Output what the records say, word for word, with no images.

──────── Recorded information

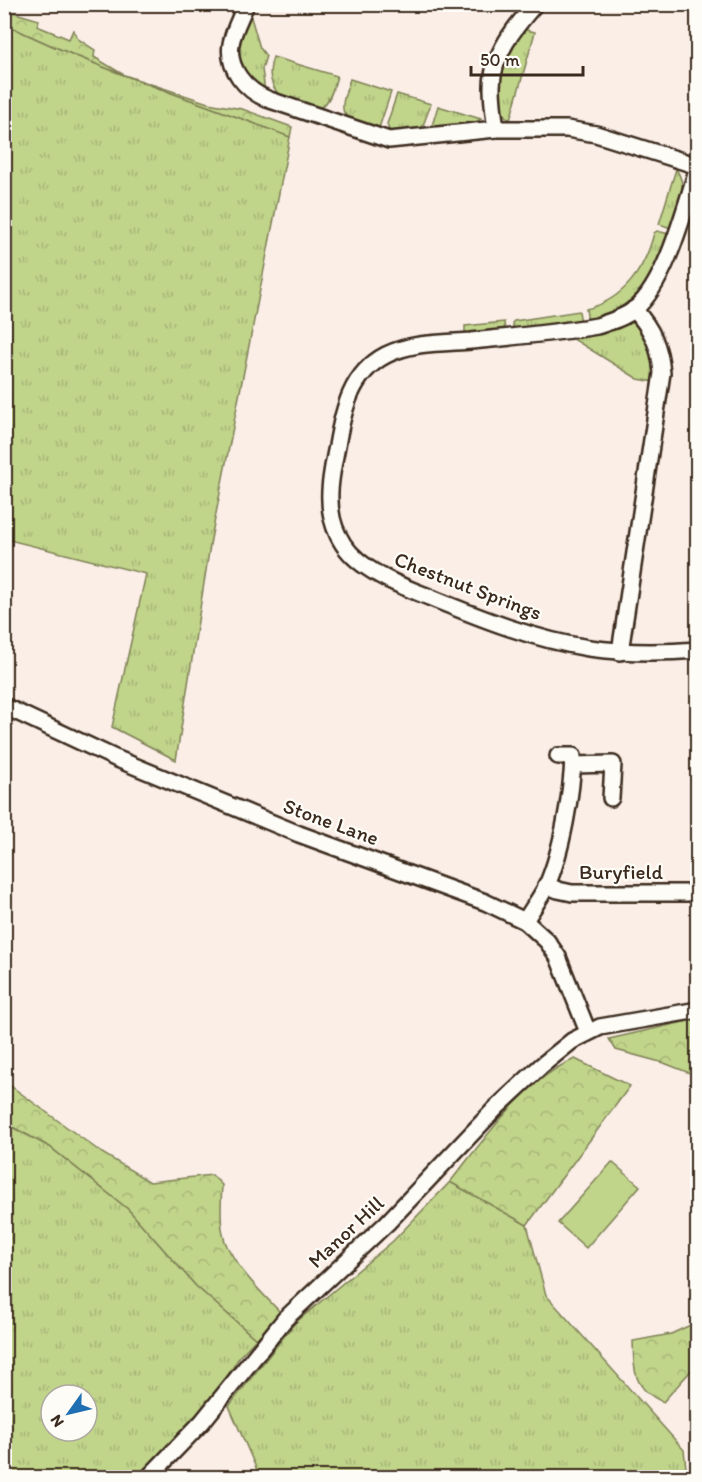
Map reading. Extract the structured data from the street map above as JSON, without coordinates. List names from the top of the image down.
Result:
{
  "streets": {
    "street": [
      "Chestnut Springs",
      "Stone Lane",
      "Buryfield",
      "Manor Hill"
    ]
  },
  "crossings": [
    ["Stone Lane", "Buryfield"],
    ["Stone Lane", "Manor Hill"]
  ],
  "scale_bar": "50 m",
  "north": "bottom left"
}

────────────────

## Exercise result:
Map reading. Extract the structured data from the street map above as JSON, without coordinates. List names from the top of the image down.
Result:
{
  "streets": {
    "street": [
      "Chestnut Springs",
      "Stone Lane",
      "Buryfield",
      "Manor Hill"
    ]
  },
  "crossings": [
    ["Stone Lane", "Buryfield"],
    ["Stone Lane", "Manor Hill"]
  ],
  "scale_bar": "50 m",
  "north": "bottom left"
}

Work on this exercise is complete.